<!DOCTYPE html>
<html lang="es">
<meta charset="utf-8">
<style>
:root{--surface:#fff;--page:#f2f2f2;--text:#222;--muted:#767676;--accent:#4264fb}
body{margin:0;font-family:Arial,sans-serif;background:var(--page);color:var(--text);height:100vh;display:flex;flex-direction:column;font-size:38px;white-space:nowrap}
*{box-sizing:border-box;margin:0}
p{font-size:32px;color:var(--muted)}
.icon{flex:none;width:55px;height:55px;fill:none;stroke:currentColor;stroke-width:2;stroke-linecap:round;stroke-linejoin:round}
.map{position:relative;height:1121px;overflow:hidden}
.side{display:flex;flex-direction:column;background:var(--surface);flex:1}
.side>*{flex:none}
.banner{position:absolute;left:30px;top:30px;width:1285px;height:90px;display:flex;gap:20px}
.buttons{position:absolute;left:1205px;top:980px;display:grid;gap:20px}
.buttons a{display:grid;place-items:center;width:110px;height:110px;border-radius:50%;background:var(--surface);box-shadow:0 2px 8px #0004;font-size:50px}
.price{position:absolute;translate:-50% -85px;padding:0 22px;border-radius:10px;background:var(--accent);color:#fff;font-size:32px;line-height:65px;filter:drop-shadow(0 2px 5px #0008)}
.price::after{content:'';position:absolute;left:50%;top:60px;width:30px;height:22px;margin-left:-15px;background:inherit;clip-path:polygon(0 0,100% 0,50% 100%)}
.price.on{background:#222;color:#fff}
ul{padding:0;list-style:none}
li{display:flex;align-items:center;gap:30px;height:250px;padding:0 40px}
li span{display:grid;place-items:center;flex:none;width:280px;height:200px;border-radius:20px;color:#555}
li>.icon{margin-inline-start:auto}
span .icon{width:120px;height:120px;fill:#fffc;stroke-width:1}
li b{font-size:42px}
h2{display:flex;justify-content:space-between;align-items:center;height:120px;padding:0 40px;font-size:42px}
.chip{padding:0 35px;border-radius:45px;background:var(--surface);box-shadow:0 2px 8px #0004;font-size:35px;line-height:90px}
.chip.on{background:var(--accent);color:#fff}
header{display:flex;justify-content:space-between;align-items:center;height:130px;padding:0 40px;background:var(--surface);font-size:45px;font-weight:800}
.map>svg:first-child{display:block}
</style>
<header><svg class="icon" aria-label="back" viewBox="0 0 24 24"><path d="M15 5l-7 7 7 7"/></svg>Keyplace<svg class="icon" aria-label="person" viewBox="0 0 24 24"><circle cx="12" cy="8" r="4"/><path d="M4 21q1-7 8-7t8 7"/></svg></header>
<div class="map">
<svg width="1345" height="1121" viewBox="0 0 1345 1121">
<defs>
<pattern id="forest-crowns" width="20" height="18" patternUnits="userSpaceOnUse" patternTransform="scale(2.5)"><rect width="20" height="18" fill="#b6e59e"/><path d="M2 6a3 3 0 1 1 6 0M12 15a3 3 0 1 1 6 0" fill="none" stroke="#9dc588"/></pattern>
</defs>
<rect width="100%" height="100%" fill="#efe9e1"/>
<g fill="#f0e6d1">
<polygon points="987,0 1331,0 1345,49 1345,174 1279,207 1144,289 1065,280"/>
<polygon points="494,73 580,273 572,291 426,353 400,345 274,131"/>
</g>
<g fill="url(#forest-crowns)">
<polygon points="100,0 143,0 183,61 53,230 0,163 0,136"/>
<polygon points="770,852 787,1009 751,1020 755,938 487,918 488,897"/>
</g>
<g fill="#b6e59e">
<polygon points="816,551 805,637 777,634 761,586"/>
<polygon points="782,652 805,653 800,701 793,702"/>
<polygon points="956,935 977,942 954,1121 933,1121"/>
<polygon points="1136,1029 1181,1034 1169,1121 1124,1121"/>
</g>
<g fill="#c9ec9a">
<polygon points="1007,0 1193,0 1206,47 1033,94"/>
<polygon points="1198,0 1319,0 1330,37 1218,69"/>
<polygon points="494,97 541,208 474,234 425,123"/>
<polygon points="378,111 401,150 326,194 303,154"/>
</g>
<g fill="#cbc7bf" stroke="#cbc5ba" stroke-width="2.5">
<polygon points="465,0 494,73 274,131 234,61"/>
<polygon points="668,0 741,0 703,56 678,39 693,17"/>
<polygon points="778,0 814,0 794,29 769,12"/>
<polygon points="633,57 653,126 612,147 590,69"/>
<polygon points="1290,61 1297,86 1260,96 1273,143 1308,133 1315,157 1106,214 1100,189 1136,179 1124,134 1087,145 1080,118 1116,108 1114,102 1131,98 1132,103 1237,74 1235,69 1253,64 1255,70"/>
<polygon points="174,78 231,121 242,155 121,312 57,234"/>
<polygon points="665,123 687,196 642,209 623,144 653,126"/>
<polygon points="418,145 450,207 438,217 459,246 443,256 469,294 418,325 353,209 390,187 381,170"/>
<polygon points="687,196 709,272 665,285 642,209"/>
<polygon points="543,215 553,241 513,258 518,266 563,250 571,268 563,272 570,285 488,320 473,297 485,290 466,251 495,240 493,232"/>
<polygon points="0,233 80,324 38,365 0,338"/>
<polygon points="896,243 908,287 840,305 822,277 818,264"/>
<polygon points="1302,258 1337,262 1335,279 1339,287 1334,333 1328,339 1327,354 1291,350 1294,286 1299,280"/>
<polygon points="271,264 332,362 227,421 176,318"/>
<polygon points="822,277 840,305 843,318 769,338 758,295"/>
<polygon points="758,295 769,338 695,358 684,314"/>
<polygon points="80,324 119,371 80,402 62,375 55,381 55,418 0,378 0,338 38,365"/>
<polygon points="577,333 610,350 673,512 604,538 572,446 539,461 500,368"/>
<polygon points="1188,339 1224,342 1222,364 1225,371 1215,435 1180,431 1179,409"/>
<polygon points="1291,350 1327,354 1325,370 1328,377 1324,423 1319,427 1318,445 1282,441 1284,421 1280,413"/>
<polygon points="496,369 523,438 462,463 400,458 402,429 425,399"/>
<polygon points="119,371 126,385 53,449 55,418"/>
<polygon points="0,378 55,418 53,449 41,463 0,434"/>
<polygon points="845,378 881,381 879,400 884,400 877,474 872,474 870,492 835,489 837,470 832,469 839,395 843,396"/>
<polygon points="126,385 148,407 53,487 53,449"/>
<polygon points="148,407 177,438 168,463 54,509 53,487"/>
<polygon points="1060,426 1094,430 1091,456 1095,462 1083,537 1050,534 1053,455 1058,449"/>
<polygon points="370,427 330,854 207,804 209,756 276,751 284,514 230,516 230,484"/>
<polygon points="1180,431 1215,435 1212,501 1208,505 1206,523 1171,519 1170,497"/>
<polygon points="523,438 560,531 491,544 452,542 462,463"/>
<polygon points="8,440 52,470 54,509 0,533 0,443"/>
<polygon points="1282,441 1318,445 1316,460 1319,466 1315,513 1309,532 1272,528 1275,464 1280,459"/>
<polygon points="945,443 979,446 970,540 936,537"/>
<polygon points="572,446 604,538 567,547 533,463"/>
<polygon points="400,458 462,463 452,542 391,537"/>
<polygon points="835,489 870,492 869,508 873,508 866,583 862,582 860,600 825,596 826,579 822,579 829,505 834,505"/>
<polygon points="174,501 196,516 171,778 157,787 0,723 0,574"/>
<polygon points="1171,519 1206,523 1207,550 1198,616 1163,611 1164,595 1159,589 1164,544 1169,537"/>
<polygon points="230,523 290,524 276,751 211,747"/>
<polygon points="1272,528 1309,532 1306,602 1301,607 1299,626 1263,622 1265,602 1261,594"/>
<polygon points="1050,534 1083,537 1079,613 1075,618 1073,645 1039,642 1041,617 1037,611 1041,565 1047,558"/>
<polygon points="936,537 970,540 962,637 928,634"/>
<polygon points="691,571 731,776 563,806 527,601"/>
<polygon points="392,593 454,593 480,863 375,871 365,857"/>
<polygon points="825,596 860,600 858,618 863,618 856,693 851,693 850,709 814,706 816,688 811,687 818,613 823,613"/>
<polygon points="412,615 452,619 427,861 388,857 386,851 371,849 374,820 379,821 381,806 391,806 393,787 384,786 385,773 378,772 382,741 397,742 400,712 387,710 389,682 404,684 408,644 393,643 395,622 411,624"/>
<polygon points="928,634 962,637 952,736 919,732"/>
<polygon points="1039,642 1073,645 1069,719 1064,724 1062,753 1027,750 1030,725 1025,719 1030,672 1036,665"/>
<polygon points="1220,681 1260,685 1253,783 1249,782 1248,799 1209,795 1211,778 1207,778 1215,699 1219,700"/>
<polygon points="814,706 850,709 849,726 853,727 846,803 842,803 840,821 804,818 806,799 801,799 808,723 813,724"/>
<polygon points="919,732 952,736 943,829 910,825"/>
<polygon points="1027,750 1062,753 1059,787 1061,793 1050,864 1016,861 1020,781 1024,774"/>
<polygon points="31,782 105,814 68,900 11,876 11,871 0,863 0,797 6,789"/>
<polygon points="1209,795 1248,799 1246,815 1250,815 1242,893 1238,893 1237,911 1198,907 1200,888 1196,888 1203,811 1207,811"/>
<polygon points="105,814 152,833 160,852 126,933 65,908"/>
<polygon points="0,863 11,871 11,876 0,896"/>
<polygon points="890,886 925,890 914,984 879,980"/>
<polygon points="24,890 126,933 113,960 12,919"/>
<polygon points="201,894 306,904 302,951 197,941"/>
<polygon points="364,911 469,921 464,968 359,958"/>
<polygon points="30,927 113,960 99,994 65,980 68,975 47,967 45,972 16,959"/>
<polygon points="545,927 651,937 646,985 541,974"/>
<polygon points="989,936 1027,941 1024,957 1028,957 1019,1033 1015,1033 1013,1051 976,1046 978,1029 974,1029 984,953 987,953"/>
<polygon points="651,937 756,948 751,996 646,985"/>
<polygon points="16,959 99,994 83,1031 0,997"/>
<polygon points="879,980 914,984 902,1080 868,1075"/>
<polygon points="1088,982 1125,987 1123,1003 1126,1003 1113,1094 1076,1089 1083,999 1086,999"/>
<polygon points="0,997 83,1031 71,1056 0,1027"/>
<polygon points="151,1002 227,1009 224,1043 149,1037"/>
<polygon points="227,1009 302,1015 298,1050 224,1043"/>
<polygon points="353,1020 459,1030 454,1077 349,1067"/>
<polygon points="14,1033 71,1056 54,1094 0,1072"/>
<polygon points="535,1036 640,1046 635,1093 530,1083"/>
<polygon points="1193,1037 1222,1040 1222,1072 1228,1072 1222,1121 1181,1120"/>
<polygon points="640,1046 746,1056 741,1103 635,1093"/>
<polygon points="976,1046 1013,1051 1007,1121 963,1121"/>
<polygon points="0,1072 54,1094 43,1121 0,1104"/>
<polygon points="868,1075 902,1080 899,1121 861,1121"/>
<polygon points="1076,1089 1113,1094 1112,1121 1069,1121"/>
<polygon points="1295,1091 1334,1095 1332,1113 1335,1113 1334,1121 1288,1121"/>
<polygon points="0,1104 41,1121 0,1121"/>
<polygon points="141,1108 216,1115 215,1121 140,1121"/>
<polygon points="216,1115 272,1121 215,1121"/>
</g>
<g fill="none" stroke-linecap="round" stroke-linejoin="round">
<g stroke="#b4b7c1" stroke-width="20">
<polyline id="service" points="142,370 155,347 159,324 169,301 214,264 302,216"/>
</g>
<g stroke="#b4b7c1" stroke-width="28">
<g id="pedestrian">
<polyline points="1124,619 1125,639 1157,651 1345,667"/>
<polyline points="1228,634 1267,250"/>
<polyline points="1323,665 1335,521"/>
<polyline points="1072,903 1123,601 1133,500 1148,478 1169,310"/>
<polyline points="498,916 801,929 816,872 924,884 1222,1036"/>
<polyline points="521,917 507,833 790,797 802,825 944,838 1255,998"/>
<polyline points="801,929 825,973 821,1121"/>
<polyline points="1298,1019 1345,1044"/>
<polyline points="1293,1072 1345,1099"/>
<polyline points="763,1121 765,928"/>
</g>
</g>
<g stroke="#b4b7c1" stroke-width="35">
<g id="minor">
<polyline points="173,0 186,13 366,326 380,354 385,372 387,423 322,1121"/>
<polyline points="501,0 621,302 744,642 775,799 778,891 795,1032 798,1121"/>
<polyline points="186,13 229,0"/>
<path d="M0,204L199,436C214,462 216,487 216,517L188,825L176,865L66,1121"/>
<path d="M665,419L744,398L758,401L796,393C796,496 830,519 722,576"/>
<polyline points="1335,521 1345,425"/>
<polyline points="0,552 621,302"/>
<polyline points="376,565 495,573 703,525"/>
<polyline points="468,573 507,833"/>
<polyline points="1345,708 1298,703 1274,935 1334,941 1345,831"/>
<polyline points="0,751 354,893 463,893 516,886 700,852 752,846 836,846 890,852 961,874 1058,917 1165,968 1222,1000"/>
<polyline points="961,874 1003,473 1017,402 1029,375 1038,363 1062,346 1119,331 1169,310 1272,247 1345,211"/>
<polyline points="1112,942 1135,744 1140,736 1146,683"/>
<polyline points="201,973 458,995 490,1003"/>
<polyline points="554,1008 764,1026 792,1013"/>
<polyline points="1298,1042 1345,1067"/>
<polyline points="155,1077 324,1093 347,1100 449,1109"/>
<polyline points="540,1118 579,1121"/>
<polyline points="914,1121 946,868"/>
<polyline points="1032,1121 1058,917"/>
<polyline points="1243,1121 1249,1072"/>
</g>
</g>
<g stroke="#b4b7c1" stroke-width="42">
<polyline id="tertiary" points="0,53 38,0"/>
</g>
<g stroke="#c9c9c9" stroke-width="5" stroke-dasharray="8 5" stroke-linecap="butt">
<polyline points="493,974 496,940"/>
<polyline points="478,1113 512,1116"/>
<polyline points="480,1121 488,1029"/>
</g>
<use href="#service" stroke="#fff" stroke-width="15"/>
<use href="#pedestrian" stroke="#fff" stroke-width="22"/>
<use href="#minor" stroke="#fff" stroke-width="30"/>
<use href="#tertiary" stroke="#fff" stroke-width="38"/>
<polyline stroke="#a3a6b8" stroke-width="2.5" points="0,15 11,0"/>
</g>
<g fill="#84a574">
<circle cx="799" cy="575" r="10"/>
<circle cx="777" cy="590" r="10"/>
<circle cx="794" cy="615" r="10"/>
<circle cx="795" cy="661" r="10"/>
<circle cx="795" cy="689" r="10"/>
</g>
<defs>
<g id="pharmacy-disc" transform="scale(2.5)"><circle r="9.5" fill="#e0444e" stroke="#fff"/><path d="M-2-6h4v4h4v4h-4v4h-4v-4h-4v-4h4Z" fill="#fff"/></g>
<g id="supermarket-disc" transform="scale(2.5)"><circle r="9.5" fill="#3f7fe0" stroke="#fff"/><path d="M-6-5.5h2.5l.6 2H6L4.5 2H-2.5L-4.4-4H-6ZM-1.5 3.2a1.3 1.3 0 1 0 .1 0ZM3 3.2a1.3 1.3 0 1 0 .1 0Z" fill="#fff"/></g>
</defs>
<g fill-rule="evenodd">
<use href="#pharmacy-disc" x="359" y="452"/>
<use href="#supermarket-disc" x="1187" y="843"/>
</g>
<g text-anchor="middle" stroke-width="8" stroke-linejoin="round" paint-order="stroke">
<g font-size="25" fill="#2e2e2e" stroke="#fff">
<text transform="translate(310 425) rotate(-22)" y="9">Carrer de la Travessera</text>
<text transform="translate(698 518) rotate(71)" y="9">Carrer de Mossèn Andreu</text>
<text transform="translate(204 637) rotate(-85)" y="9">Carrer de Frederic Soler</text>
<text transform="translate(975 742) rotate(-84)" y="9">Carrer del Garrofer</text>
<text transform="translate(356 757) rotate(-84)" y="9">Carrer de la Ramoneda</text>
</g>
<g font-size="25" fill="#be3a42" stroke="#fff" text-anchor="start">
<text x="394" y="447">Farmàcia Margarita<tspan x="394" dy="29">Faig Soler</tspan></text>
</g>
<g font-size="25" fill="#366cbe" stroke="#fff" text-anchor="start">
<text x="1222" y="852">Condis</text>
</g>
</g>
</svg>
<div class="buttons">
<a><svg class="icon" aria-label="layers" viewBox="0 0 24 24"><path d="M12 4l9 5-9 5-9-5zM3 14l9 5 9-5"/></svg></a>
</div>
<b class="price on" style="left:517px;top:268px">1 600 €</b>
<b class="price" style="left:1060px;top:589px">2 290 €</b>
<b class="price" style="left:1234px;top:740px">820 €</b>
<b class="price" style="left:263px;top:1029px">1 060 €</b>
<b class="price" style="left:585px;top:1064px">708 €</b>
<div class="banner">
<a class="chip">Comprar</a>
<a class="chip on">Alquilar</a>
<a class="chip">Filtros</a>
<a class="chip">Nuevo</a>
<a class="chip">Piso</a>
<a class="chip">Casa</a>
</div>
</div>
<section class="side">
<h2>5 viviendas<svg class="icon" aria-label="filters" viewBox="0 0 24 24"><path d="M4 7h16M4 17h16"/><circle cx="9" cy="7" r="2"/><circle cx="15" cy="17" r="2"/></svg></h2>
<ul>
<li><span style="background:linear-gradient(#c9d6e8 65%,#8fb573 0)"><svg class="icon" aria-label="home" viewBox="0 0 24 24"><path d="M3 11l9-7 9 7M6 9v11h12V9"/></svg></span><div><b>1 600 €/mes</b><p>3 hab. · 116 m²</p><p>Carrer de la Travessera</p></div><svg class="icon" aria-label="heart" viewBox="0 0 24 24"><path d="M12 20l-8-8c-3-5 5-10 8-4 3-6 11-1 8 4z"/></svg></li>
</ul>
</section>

* * * * *

■ **ASSIGNMENT**
Pull every line with the string "direction" out of the material.

■ **SOLUTION FOR THIS PROBLEM**
body{margin:0;font-family:Arial,sans-serif;background:var(--page);color:var(--text);height:100vh;display:flex;flex-direction:column;font-size:38px;white-space:nowrap}
.side{display:flex;flex-direction:column;background:var(--surface);flex:1}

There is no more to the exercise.